Entries provided:
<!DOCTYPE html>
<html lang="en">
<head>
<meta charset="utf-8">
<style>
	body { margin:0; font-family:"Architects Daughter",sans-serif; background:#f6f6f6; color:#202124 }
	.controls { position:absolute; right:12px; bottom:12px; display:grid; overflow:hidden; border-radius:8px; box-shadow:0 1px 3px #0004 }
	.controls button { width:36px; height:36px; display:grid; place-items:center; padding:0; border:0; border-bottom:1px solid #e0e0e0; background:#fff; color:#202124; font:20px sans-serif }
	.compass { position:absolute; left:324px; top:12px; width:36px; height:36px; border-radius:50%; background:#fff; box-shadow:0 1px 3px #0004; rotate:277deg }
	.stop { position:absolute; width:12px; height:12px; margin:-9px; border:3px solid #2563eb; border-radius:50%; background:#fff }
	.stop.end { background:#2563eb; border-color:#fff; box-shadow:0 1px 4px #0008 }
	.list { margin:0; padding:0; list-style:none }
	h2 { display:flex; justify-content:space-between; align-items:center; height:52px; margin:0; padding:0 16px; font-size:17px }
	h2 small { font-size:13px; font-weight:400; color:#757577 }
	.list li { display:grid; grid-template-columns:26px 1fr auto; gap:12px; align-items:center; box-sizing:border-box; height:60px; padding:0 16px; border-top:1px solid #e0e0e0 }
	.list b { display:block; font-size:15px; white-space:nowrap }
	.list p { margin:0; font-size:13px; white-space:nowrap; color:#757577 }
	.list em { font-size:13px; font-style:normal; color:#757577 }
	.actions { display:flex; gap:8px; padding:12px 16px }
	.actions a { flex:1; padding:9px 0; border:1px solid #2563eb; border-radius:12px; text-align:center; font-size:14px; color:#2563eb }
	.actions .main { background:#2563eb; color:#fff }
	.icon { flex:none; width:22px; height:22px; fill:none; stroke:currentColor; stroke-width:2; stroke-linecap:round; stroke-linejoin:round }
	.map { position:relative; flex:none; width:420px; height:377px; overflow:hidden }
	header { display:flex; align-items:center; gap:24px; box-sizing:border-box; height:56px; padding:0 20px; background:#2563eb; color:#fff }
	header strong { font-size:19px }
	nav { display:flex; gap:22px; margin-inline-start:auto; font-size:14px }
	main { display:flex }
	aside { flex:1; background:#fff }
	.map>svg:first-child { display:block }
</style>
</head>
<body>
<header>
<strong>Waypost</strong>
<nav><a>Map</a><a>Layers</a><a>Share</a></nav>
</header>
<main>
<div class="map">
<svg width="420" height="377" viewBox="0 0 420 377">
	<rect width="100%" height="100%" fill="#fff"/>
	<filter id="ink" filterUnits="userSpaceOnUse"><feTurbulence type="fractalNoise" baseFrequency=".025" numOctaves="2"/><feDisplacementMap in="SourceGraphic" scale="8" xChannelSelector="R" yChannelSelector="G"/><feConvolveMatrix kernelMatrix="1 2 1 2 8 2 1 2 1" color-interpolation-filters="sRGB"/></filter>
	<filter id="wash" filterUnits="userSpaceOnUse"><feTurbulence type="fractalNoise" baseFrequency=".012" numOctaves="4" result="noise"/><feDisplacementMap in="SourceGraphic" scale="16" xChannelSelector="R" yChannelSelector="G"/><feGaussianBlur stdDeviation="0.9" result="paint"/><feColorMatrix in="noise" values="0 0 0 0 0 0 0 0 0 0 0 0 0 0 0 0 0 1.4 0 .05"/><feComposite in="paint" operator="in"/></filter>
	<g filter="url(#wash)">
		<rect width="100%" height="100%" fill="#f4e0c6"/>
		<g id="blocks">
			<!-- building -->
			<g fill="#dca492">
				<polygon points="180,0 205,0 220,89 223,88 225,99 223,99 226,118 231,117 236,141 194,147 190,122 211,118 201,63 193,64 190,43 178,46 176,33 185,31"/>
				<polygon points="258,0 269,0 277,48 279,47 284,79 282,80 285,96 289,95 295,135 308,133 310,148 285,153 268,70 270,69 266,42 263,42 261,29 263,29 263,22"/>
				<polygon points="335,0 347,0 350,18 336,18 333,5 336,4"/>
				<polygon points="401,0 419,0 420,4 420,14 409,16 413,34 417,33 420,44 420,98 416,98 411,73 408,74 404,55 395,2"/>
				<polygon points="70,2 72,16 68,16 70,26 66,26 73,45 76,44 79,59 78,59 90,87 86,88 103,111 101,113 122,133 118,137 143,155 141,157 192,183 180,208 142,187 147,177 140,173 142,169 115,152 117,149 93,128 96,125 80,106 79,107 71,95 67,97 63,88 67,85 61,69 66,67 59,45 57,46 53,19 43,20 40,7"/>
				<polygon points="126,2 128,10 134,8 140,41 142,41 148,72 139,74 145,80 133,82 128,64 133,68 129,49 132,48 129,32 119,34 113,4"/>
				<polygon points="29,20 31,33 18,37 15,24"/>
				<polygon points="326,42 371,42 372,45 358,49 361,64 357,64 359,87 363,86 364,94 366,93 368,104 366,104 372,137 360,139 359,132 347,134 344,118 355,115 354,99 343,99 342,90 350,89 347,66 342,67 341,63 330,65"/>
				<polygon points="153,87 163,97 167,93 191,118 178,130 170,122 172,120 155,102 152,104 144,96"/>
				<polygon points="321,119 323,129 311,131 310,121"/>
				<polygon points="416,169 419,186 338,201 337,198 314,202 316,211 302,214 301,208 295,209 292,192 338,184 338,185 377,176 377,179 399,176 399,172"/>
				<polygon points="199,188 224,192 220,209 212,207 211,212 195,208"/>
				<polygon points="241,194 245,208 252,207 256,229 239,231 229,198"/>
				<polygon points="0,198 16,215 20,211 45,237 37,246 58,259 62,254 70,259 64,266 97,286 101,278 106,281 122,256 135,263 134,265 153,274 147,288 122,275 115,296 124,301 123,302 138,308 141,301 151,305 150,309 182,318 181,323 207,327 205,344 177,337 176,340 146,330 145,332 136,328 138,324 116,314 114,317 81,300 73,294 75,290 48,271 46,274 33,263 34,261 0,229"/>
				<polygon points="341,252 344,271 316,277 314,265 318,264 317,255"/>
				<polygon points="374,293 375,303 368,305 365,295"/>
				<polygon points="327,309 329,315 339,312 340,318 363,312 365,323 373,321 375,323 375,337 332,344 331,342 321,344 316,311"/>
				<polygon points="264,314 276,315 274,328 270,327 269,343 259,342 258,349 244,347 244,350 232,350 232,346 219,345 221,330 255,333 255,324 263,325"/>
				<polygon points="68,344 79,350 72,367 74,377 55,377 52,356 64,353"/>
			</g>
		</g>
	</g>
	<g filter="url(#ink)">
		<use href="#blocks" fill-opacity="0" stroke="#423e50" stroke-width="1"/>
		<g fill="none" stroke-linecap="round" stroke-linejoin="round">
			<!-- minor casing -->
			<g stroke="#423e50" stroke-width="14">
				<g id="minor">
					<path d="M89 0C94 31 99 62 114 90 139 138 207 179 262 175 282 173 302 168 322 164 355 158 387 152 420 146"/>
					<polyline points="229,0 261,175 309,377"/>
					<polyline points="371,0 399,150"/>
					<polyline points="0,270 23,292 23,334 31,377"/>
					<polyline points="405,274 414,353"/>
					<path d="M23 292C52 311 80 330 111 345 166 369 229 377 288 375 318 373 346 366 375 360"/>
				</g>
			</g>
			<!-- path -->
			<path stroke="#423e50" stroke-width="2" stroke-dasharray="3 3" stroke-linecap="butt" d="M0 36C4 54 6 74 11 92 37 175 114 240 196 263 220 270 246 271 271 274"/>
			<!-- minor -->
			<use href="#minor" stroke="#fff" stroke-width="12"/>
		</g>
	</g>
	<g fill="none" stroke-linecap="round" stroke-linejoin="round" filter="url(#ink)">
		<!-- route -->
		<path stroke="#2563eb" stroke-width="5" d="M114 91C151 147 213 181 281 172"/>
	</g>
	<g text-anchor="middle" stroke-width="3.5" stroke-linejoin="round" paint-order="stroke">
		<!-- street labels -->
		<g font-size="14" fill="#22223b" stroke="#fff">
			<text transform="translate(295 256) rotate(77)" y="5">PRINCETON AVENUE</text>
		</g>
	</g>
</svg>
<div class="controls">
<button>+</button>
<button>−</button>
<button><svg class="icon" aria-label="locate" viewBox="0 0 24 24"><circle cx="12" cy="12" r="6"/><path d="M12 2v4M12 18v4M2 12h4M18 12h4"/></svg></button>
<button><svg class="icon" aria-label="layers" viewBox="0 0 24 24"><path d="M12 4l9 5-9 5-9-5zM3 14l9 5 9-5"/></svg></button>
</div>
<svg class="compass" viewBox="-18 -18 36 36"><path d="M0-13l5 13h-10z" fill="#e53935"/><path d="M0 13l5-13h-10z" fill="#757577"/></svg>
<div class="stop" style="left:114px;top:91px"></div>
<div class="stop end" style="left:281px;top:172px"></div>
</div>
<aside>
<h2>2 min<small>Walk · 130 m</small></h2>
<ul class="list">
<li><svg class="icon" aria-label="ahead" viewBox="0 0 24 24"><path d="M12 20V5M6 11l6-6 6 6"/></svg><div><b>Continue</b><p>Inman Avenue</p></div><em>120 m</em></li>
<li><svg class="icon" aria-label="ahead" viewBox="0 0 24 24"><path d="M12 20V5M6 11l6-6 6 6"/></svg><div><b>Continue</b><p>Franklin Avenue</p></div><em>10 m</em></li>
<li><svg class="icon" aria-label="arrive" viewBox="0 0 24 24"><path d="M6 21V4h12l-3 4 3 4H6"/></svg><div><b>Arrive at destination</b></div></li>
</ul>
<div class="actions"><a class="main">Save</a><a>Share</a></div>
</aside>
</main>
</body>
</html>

Task statement:
Look back at the data above. Transcribe exactly the lines starting at the line that contains "347,0 350,18 336,18" and ending at the line that contains "245,208 252,207 256,229".

Problem solution:
				<polygon points="335,0 347,0 350,18 336,18 333,5 336,4"/>
				<polygon points="401,0 419,0 420,4 420,14 409,16 413,34 417,33 420,44 420,98 416,98 411,73 408,74 404,55 395,2"/>
				<polygon points="70,2 72,16 68,16 70,26 66,26 73,45 76,44 79,59 78,59 90,87 86,88 103,111 101,113 122,133 118,137 143,155 141,157 192,183 180,208 142,187 147,177 140,173 142,169 115,152 117,149 93,128 96,125 80,106 79,107 71,95 67,97 63,88 67,85 61,69 66,67 59,45 57,46 53,19 43,20 40,7"/>
				<polygon points="126,2 128,10 134,8 140,41 142,41 148,72 139,74 145,80 133,82 128,64 133,68 129,49 132,48 129,32 119,34 113,4"/>
				<polygon points="29,20 31,33 18,37 15,24"/>
				<polygon points="326,42 371,42 372,45 358,49 361,64 357,64 359,87 363,86 364,94 366,93 368,104 366,104 372,137 360,139 359,132 347,134 344,118 355,115 354,99 343,99 342,90 350,89 347,66 342,67 341,63 330,65"/>
				<polygon points="153,87 163,97 167,93 191,118 178,130 170,122 172,120 155,102 152,104 144,96"/>
				<polygon points="321,119 323,129 311,131 310,121"/>
				<polygon points="416,169 419,186 338,201 337,198 314,202 316,211 302,214 301,208 295,209 292,192 338,184 338,185 377,176 377,179 399,176 399,172"/>
				<polygon points="199,188 224,192 220,209 212,207 211,212 195,208"/>
				<polygon points="241,194 245,208 252,207 256,229 239,231 229,198"/>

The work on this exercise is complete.